A NEW YORK TIMES EDITORS' CHOICE
This extraordinary Strega Prize-winning novel confirms Domenico Starnone's reputation as one of Italy's greatest living writers. Told against the backdrop of Naples in the 1960s, a city that itself becomes a vivid character in this lush, atmospheric novel, The House on Via Gemito is a masterpiece of Italian fiction, one that is steeped in Neapolitan lore.

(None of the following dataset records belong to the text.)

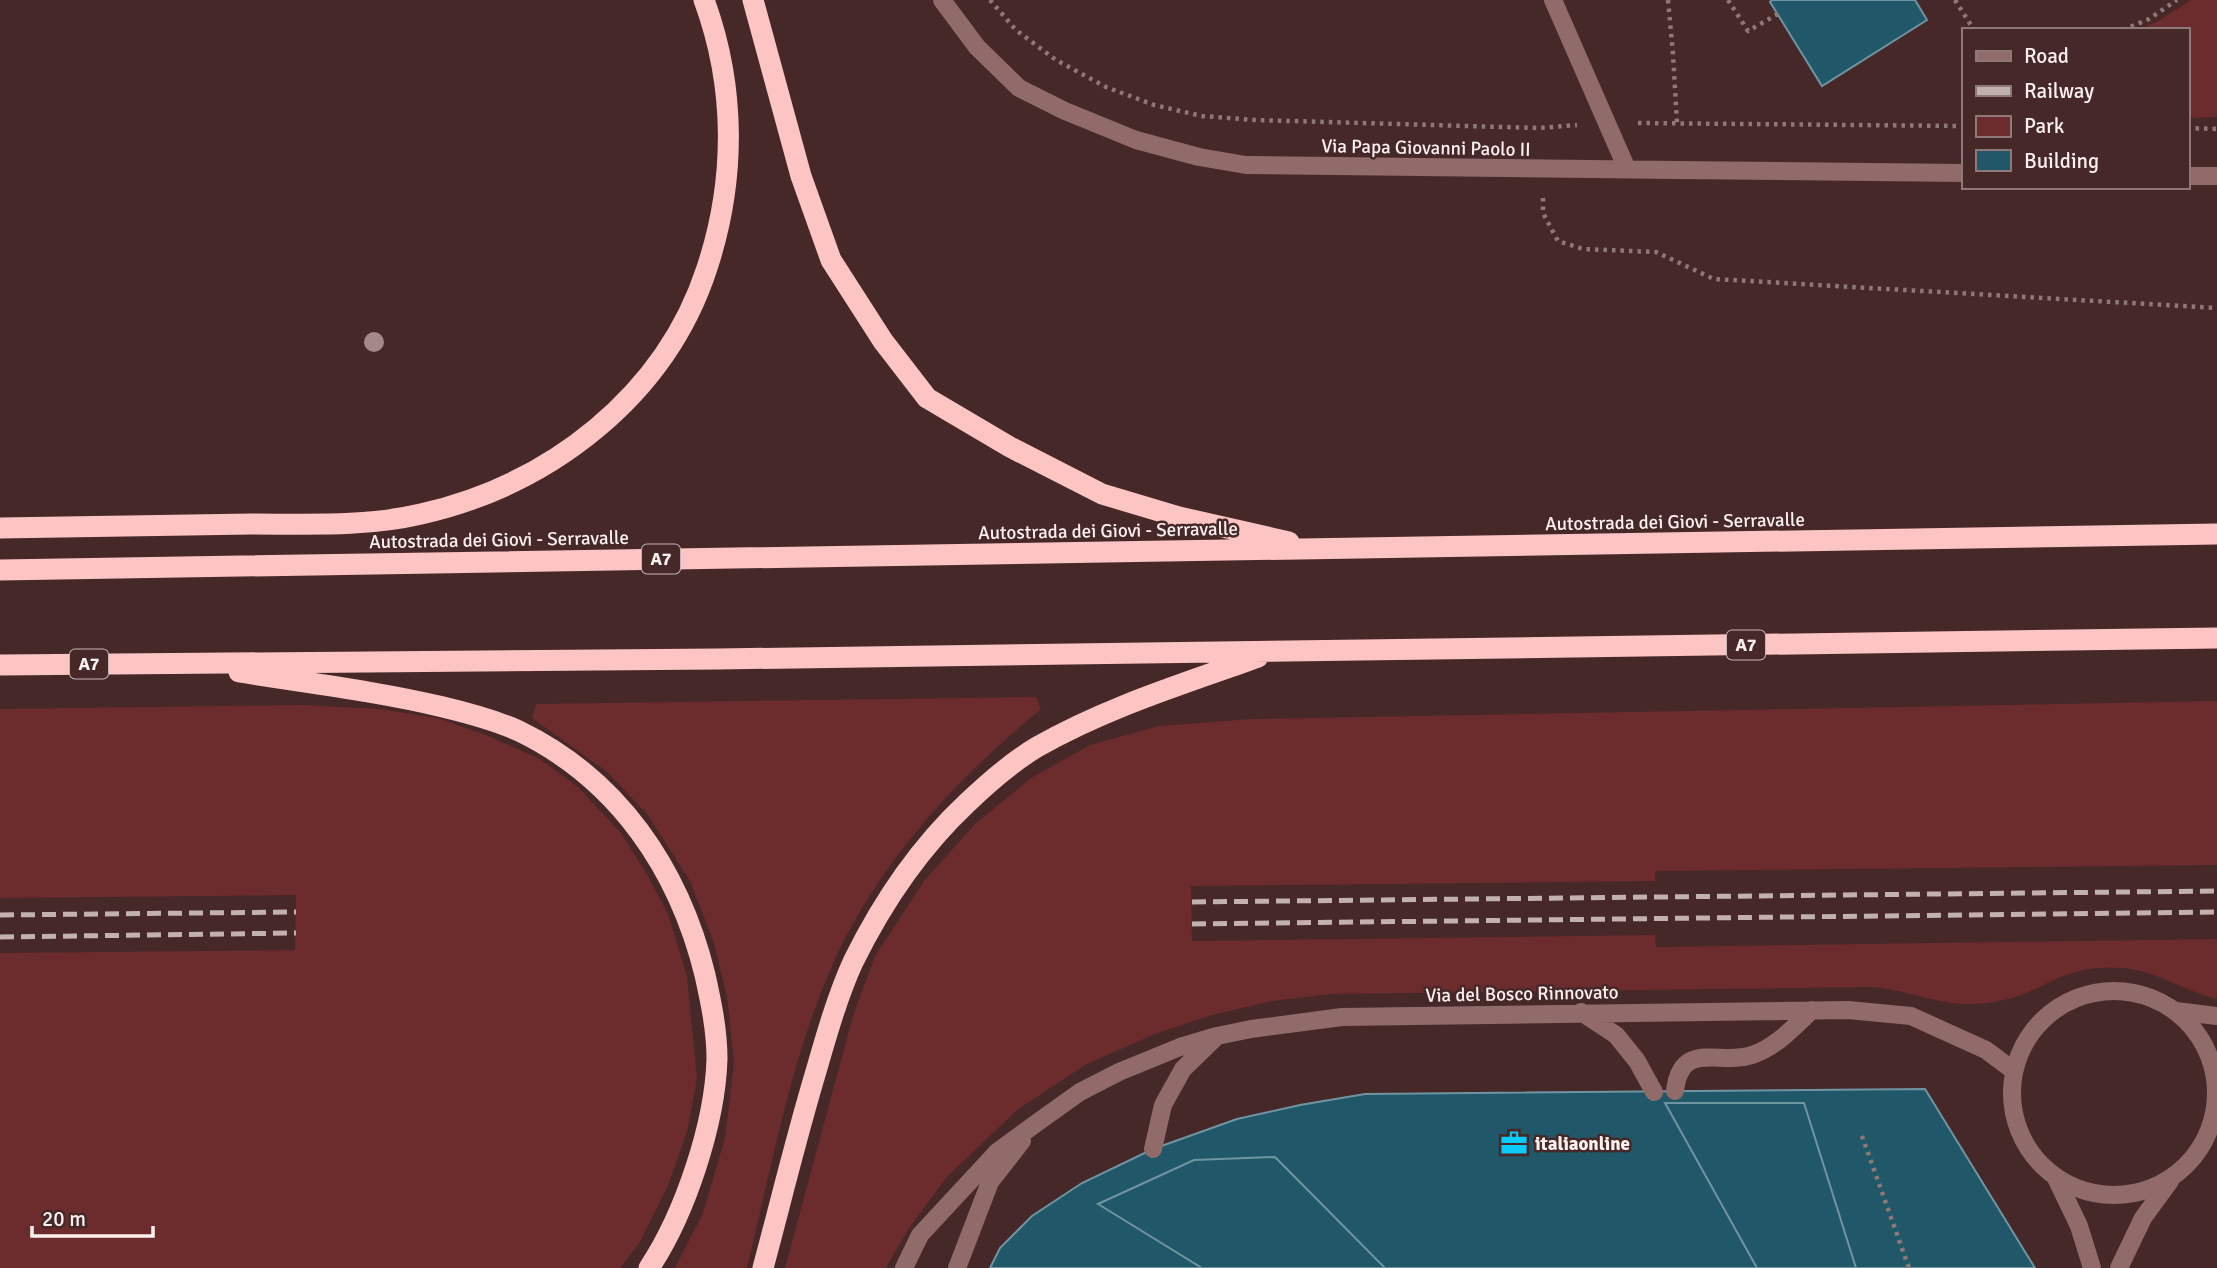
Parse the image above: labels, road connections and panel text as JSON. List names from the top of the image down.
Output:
{
  "streets": {
    "highway": ["Autostrada dei Giovi - Serravalle", "A7"],
    "street": ["Via Papa Giovanni Paolo II", "Via del Bosco Rinnovato"]
  },
  "places": {
    "office": ["italiaonline"]
  },
  "legend": [
    "Road",
    "Railway",
    "Park",
    "Building"
  ],
  "scale_bar": "20 m"
}
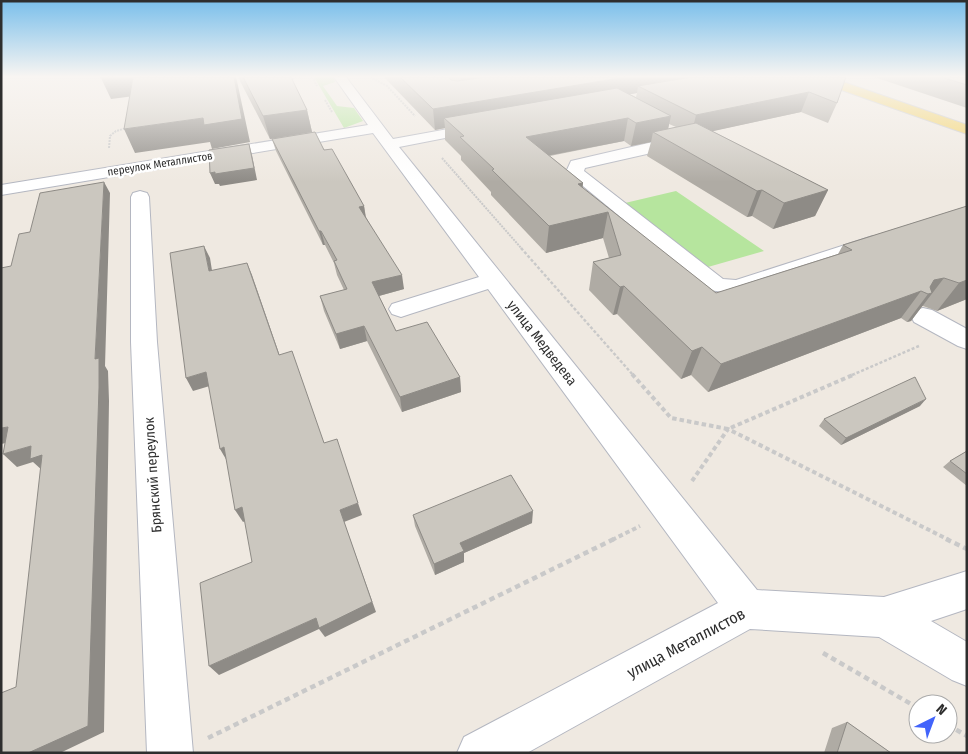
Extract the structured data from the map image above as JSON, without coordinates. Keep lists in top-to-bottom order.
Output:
{
  "streets": {
    "street": [
      "переулок Металлистов",
      "улица Медведева",
      "Брянский переулок",
      "улица Металлистов"
    ]
  },
  "crossings": [
    ["переулок Металлистов", "улица Медведева"],
    ["улица Медведева", "улица Металлистов"]
  ],
  "north": "top right"
}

A modest apartment in Via Gemito smelling of paint and turpentine. Its furniture pushed up against the wall to create a make-shift studio. Drying canvases moved from bed to floor each night. Feder , the father, a railway clerk, is convinced that he possesses great artistic promise. If it weren't for the family he must feed and the jealousy of his fellow Neapolitan artists, nothing would stop him from becoming a world-famous painter. Ambitious and frustrated, genuinely talented but also arrogant and resentful, Feder is scarred by constant disappointment. He is a larger-than-life character, a liar, a fabulist, and his fantasies shape the lives of those around him, especially his young son, Mimi, short for Domenico, who will spend a lifetime trying to get out from under his father's shadow.
Starnone, a finalist for the National Book Award with Trick, author of New York Times notable book of the year, Ties, and the critically acclaimed Trust, takes readers beyond the slim, novella-length works for which he is known by American readers to create a vast fresco of family, fatherhood, and modern Naples.